Dibutuhkan pihak ketiga yang independen sebagai mediator pada hubungan
antara principal dan agen. Pihak ketiga ini berfungsi untuk memonitor perilaku
manajer (agen) apakah sudah bertidak sesuai dengan keinginan principal
(Tamba,2007). Auditor adalah pihak yang dianggap mampu menjembatani
kepentingan pihak principal (shareholders) dengan pihak manager (princinpal) dalam
mengelola keuangan perusahaan (Setiawan, 2011). Auditor melakukan fungsi
monitoring pekerjaan agen melalui suatu sarana yaitu laporan keuangan. Auditor
disini tugasnya adalah melakukan penilaian atas laporan keuangan yang telah dibuat
agen yaitu dengan cara memberikan opini audit dan mempertimbangkan
kelangsungan hidup suatu perusahaan.

Opini Audit
Berdasarkan Standar Profesional Akuntan Publik (SPAP) SA Seksi 110
paragraf 1, tujuan audit atas laporan keuangan oleh auditor independen pada
umumnya adalah untuk menyatakan pendapat tentang kewajaran dalam semua hal
yang material, posisi keuangan, hasil usaha, perubahan ekuitas, dan arus kas sesuai
dengan prinsip akuntansi yang berlaku umum di Indonesia. Opini audit yang
dikeluarkan oleh auditor merupakan informasi utama yang tidak dapat terpisahkan
dari laporan audit. Opini yang dikeluarkan auditor setelah melewati beberapa tahapan
proses audit merupakan kesimpulan atas laporan keuangan yang diauditnya mengenai
kewajaran laporan keuangan dengan mempertimbangkan akan kelangsungan hidup
perusahaan (Ningsih, 2016). Auditor bertanggung jawab untuk merencanakan dan
melaksanakan audit untuk memperoleh keyakinan memadai tentang apakah laporan
keuangan bebas dari salah saji material, baik yang disebabkan oleh kekeliruan atau
kecurangan Hery (2011:30). Mulyadi (2013), terdapat 5 jenis opini audit yaitu :
1. Pendapat Wajar Tanpa Pengecualian (Unqualified Opinion)

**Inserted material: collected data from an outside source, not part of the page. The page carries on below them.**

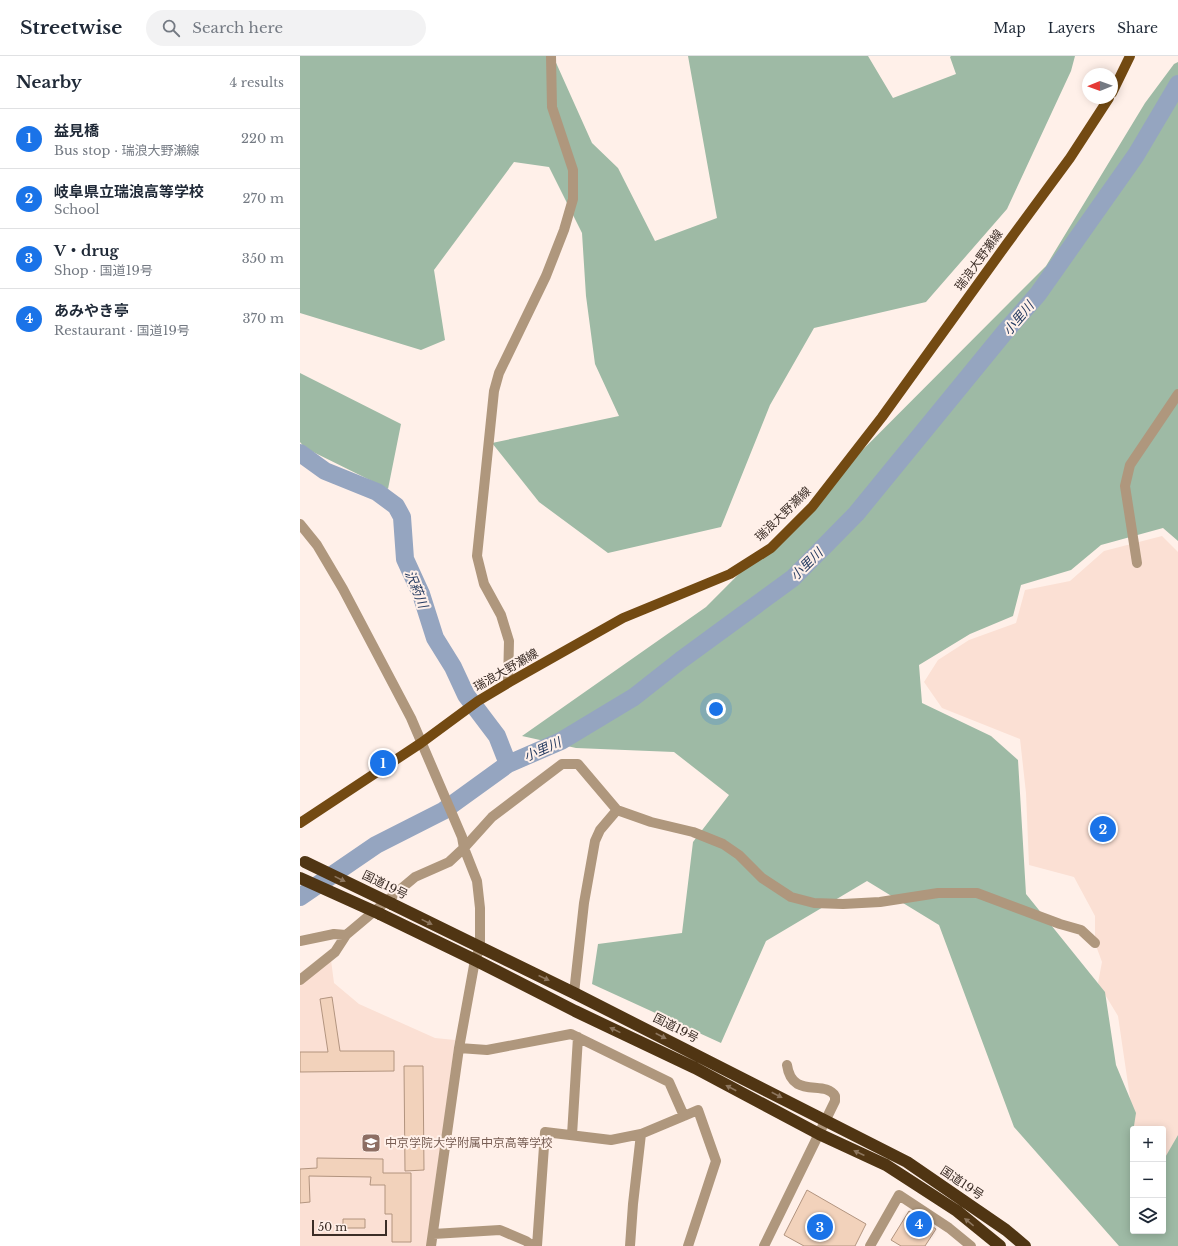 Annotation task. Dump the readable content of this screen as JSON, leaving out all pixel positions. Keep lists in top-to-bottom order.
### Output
{
  "streets": {
    "highway": ["国道19号"],
    "main road": ["瑞浪大野瀬線"]
  },
  "water": ["小里川", "沢葯川"],
  "places": {
    "school or university": ["中京学院大学附属中京高等学校"]
  },
  "scale_bar": "50 m",
  "north": "left",
  "page": {
    "header": "Streetwise",
    "search": "Search here",
    "nav": ["Map", "Layers", "Share"],
    "heading": ["Nearby", "4 results"],
    "list": [
      {
        "mark": "1",
        "name": "益見橋",
        "note": "Bus stop · 瑞浪大野瀬線",
        "value": "220 m"
      },
      {
        "mark": "2",
        "name": "岐阜県立瑞浪高等学校",
        "note": "School",
        "value": "270 m"
      },
      {
        "mark": "3",
        "name": "V・drug",
        "note": "Shop · 国道19号",
        "value": "350 m"
      },
      {
        "mark": "4",
        "name": "あみやき亭",
        "note": "Restaurant · 国道19号",
        "value": "370 m"
      }
    ],
    "pins": [
      "1",
      "2",
      "4",
      "3"
    ],
    "map_buttons": ["+", "−"],
    "scale": "50 m"
  }
}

2. Pendapat Wajar Tanpa Pengecualian dengan Bahasa Penjelasan ( Unqualified
Opinion Report with Explanatory Languange)
3. Pendapat Wajar dengan Pengecualian (Qualified Opinion)
4. Pendapat Tidak Wajar (Adverse Opinion)

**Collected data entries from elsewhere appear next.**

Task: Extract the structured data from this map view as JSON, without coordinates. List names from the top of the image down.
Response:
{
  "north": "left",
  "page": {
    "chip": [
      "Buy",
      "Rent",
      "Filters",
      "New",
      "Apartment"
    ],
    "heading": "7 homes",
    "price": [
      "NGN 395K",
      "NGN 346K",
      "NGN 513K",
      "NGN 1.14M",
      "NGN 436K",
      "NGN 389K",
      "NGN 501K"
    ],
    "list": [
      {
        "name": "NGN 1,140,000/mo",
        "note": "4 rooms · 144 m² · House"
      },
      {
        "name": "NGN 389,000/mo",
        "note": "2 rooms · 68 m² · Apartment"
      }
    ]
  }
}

5. Pernyataan Tidak Memberikan Pendapat ( Disclaner of Opinion)

3
Opini Audit Going Concern
Tugas seorang auditor adalah memberikan opini terhadap laporan keuangan
perusahaan. Opini yang diberikan merupakan pernyataan kewajaran, dalam semua hal
yang material, posisi keuangan dan hasil usaha dan arus kas sesuai dengan prinsip
akuntansi berterima umum (SPAP, 2011). Opini audit mengenai going concern
merupakan opini audit yang dalam pertimbangan auditor terdapat ketidakmampuan
atau ketidakpastian signifikan atas kelangsungan hidup perusahaan dalam
menjalankan operasinya pada kurun waktu yang pantas, tidak lebih dari satu tahun
sejak tanggal laporan keuangan yang sedang diaudit (SPAP,2011: SA Seksi 341:2).

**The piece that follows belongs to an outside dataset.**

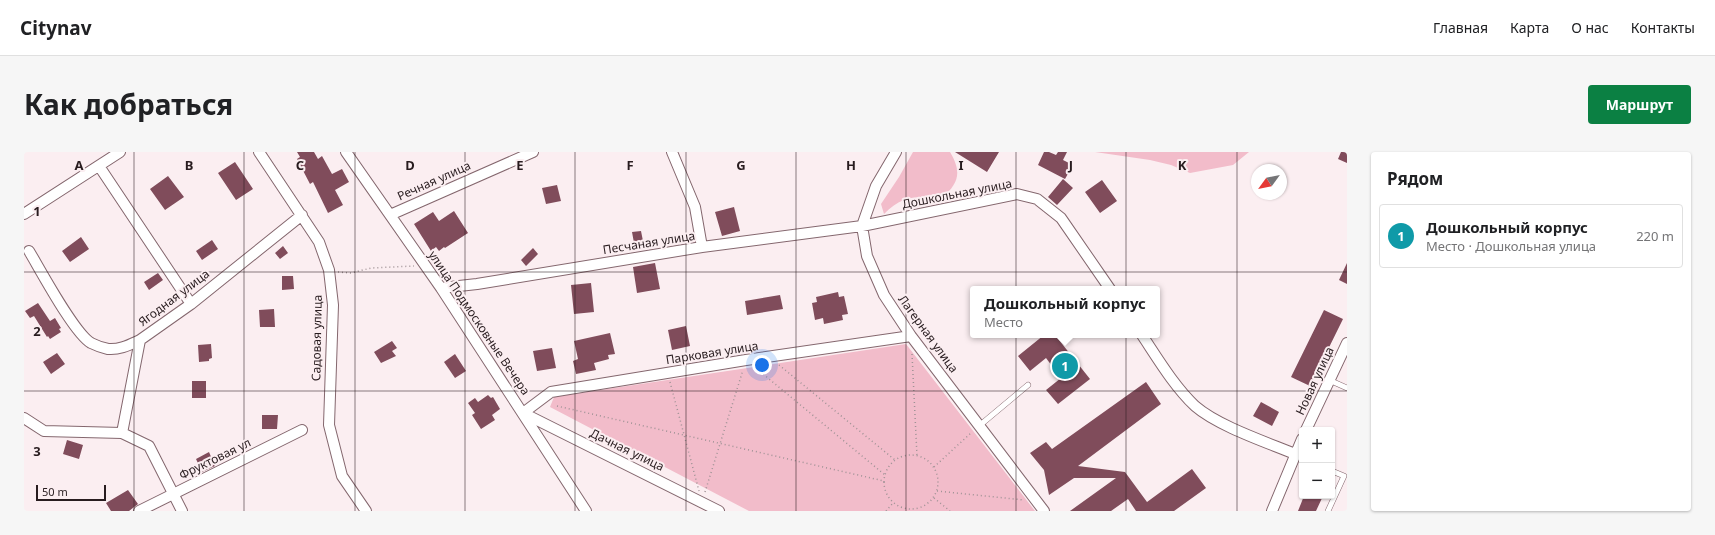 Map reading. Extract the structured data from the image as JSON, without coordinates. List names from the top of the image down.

Menurut Liestiyowati (2013), auditor sering gagal komentar pada opini audit
going concern, karena penerbitan pendapat audit going going concern dikhawatirkan
menjadi self-fulfilling prophecy, yang menyatakan bahwa apabila auditor memberikan
opini audit going concern, maka perusahaan akan menjadi lebih cepat bangkrut
karena banyak investor yang membatalkan investasinya atau kreditor yang menarik
dananya. Meskipun demikian, opini audit going concern harus diungkapkan dengan
harapan dapat segera mempercepat upaya penyelamatan perusahaan yang
bermasalah. Sebenarnya opini audit going concern bermaksud baik untuk
menjelaskan kondisi perusahaan yang sebenarnya, namun hal tersebut justru
menyebabkan perusahaan menjadi cepat bangkrut karena pengguna laporan
keuangan merespon informasi tersebut secara negatif seperti investor membatalkan
investasinya dan kreditor menarik pinjamannya
SA Seksi 341 paragraf 6 menyebutkan auditor dapat mengidentifikasi
informasi mengenai kondisi atau peristiwa tertentu jika dipertimbangkan secara
keseluruhan, menunjukkan adanya kesangsian besar tentan kemampuan entitas dalam
mempertahankan kelangsungan hidupnya dalam jangka waktu yang pantas.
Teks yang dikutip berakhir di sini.